__Task requirements__. For this task, copy the data that follows exactly, keeping every character.
*** Begin section ***
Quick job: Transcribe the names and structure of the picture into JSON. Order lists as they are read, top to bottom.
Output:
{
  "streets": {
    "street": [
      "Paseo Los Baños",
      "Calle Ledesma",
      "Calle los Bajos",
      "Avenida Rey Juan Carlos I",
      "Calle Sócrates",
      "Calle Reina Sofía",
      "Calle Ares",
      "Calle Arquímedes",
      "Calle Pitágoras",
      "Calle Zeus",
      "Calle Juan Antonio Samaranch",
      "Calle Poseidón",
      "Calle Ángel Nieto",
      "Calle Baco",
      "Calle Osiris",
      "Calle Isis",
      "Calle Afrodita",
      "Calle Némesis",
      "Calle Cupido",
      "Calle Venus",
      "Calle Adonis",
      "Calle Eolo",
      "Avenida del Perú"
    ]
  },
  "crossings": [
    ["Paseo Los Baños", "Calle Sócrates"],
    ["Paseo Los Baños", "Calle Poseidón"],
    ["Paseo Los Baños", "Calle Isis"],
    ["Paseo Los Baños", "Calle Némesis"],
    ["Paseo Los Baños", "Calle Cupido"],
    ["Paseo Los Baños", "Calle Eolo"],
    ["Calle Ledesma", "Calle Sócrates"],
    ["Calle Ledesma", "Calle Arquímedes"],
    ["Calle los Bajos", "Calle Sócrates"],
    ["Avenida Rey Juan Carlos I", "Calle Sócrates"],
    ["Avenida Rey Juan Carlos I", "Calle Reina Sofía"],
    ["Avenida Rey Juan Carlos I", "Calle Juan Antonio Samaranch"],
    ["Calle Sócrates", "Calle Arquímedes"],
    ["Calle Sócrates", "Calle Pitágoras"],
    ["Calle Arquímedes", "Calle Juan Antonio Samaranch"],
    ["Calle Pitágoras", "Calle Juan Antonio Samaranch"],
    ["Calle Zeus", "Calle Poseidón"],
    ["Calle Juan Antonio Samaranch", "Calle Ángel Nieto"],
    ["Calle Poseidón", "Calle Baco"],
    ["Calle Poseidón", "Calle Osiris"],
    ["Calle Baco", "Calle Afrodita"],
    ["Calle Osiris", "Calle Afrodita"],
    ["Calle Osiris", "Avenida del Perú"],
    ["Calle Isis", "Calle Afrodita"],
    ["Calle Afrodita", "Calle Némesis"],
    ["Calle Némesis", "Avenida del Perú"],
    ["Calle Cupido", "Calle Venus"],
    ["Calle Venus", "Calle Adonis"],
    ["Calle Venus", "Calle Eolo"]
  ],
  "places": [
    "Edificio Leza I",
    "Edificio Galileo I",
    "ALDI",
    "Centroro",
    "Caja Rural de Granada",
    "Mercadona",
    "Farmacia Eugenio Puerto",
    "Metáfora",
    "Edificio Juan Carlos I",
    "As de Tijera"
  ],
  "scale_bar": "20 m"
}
*** End section ***
__Reply to the exercise__.
Quick job: Transcribe the names and structure of the picture into JSON. Order lists as they are read, top to bottom.
Output:
{
  "streets": {
    "street": [
      "Paseo Los Baños",
      "Calle Ledesma",
      "Calle los Bajos",
      "Avenida Rey Juan Carlos I",
      "Calle Sócrates",
      "Calle Reina Sofía",
      "Calle Ares",
      "Calle Arquímedes",
      "Calle Pitágoras",
      "Calle Zeus",
      "Calle Juan Antonio Samaranch",
      "Calle Poseidón",
      "Calle Ángel Nieto",
      "Calle Baco",
      "Calle Osiris",
      "Calle Isis",
      "Calle Afrodita",
      "Calle Némesis",
      "Calle Cupido",
      "Calle Venus",
      "Calle Adonis",
      "Calle Eolo",
      "Avenida del Perú"
    ]
  },
  "crossings": [
    ["Paseo Los Baños", "Calle Sócrates"],
    ["Paseo Los Baños", "Calle Poseidón"],
    ["Paseo Los Baños", "Calle Isis"],
    ["Paseo Los Baños", "Calle Némesis"],
    ["Paseo Los Baños", "Calle Cupido"],
    ["Paseo Los Baños", "Calle Eolo"],
    ["Calle Ledesma", "Calle Sócrates"],
    ["Calle Ledesma", "Calle Arquímedes"],
    ["Calle los Bajos", "Calle Sócrates"],
    ["Avenida Rey Juan Carlos I", "Calle Sócrates"],
    ["Avenida Rey Juan Carlos I", "Calle Reina Sofía"],
    ["Avenida Rey Juan Carlos I", "Calle Juan Antonio Samaranch"],
    ["Calle Sócrates", "Calle Arquímedes"],
    ["Calle Sócrates", "Calle Pitágoras"],
    ["Calle Arquímedes", "Calle Juan Antonio Samaranch"],
    ["Calle Pitágoras", "Calle Juan Antonio Samaranch"],
    ["Calle Zeus", "Calle Poseidón"],
    ["Calle Juan Antonio Samaranch", "Calle Ángel Nieto"],
    ["Calle Poseidón", "Calle Baco"],
    ["Calle Poseidón", "Calle Osiris"],
    ["Calle Baco", "Calle Afrodita"],
    ["Calle Osiris", "Calle Afrodita"],
    ["Calle Osiris", "Avenida del Perú"],
    ["Calle Isis", "Calle Afrodita"],
    ["Calle Afrodita", "Calle Némesis"],
    ["Calle Némesis", "Avenida del Perú"],
    ["Calle Cupido", "Calle Venus"],
    ["Calle Venus", "Calle Adonis"],
    ["Calle Venus", "Calle Eolo"]
  ],
  "places": [
    "Edificio Leza I",
    "Edificio Galileo I",
    "ALDI",
    "Centroro",
    "Caja Rural de Granada",
    "Mercadona",
    "Farmacia Eugenio Puerto",
    "Metáfora",
    "Edificio Juan Carlos I",
    "As de Tijera"
  ],
  "scale_bar": "20 m"
}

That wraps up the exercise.